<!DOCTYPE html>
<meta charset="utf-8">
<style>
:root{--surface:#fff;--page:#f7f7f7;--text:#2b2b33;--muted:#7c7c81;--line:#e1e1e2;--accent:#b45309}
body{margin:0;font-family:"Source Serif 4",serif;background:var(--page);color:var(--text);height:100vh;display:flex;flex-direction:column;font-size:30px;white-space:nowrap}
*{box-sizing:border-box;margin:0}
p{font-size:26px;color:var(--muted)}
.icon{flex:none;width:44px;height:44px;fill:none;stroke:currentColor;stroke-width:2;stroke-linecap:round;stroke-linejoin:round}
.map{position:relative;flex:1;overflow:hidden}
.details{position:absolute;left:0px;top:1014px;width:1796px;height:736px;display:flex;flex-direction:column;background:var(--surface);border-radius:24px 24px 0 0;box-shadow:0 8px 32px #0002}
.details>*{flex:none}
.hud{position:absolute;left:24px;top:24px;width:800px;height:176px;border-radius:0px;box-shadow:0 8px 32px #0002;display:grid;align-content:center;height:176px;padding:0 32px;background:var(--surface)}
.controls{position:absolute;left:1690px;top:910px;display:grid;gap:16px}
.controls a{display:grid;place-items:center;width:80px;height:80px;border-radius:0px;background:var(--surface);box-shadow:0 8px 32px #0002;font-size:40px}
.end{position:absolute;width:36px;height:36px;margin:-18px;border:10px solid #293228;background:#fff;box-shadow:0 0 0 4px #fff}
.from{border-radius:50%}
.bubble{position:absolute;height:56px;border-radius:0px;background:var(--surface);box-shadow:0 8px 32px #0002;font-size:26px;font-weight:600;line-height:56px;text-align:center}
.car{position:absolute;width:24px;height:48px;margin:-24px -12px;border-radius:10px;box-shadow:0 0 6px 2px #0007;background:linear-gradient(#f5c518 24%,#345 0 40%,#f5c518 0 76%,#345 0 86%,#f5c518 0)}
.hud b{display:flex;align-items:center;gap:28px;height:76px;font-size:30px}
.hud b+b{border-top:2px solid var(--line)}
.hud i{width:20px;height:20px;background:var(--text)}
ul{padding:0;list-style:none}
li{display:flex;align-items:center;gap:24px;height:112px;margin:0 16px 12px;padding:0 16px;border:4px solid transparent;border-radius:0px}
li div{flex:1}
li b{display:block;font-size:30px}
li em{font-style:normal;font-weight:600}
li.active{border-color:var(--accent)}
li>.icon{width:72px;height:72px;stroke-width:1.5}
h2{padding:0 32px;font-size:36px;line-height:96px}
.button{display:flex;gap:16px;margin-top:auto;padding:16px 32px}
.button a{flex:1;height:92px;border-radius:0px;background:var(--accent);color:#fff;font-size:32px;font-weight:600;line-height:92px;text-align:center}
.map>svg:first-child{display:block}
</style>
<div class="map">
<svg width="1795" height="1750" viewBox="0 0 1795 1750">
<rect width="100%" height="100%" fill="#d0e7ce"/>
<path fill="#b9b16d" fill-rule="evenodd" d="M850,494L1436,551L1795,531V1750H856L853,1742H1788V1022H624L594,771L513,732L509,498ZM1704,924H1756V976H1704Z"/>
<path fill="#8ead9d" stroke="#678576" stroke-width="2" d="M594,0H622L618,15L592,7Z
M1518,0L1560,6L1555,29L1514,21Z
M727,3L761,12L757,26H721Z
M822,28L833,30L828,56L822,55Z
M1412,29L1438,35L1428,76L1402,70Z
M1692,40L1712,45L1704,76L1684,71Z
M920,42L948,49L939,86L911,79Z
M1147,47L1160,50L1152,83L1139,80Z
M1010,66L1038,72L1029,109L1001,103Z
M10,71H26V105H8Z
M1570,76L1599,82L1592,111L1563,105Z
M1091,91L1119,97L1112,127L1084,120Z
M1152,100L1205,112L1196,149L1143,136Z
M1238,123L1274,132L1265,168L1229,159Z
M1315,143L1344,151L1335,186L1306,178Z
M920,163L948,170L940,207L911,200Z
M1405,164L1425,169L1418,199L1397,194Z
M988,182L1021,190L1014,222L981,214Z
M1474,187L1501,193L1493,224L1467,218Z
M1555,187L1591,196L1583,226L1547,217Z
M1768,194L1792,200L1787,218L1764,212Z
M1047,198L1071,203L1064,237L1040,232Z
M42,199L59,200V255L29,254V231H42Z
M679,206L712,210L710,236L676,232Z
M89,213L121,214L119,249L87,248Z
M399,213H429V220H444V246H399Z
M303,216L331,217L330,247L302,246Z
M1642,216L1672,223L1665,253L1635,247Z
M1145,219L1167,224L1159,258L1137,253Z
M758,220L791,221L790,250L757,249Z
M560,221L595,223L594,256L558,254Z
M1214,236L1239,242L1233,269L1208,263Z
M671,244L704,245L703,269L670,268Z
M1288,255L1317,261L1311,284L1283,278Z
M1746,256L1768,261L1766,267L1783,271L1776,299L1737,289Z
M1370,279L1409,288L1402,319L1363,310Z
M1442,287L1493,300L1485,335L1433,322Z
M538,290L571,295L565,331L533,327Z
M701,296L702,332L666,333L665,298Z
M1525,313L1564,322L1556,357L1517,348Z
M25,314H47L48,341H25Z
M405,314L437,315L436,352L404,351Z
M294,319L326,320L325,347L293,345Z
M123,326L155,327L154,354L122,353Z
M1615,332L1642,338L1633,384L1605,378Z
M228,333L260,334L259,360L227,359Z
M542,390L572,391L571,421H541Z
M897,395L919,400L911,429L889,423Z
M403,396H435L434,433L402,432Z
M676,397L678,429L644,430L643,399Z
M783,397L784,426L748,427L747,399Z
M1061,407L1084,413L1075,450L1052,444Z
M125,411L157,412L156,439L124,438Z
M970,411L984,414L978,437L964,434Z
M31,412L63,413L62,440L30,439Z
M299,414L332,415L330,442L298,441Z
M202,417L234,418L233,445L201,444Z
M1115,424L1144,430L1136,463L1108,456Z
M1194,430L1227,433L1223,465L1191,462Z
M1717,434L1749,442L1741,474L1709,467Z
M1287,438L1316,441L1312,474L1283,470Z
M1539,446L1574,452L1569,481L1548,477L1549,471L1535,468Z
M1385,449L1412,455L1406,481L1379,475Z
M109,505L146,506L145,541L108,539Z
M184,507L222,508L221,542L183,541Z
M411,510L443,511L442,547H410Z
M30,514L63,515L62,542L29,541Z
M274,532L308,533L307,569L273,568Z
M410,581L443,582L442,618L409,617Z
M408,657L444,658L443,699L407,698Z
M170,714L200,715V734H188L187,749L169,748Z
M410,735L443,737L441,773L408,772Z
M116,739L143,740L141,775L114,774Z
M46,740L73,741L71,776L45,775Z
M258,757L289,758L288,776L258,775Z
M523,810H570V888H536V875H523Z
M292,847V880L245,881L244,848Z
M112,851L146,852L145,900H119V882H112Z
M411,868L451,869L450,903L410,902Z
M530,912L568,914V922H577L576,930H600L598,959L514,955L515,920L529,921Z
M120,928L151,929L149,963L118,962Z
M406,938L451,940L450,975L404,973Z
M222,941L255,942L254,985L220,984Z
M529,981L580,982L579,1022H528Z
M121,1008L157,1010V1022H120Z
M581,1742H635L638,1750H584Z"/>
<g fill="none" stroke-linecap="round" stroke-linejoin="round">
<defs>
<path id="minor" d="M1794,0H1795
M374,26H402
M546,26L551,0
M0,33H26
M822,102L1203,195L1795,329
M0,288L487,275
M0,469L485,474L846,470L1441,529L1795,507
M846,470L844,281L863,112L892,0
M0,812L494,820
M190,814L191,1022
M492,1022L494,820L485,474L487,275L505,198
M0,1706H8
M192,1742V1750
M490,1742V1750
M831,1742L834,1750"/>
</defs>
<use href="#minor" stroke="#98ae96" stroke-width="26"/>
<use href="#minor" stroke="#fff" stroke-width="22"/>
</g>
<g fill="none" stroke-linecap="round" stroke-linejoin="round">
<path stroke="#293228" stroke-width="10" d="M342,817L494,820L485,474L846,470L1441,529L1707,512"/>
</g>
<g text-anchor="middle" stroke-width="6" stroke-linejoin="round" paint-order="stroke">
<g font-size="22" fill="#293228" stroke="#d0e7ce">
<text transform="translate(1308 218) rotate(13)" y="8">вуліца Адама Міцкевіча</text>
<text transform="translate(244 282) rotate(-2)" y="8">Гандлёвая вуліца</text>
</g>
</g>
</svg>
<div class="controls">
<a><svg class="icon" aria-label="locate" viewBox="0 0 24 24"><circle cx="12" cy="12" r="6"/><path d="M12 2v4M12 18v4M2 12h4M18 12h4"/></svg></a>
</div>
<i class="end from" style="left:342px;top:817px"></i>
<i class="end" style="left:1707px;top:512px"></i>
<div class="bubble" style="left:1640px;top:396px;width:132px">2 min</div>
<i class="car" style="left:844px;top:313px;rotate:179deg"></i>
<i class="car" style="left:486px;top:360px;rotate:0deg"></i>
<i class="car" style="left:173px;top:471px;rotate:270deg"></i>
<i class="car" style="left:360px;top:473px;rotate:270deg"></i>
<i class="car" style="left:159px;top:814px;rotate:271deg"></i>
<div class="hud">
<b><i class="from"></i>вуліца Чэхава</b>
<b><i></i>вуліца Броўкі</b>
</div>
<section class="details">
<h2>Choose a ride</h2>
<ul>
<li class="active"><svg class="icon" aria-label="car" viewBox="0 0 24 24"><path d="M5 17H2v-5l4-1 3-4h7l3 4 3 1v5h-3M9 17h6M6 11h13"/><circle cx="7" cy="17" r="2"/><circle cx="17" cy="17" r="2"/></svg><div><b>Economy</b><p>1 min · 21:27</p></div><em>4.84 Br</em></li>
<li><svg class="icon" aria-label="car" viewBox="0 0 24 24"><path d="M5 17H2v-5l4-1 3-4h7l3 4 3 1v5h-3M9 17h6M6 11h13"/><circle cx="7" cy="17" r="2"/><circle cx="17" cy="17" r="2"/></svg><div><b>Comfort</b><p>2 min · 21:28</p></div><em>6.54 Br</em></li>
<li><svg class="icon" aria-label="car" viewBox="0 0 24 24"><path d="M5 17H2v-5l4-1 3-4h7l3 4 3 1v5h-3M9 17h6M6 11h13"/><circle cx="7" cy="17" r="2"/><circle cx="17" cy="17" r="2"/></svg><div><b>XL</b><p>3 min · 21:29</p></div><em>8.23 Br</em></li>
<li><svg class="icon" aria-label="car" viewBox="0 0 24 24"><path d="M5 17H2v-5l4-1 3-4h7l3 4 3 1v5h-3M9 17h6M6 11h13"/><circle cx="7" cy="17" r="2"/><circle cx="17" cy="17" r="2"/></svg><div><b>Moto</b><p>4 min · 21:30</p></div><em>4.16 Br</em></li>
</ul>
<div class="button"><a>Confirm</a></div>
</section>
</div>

--------------------

Instructions to follow =>
How many of the listing's lines contain "absolute"? Respond with a single number and nothing else.

Written response =>
6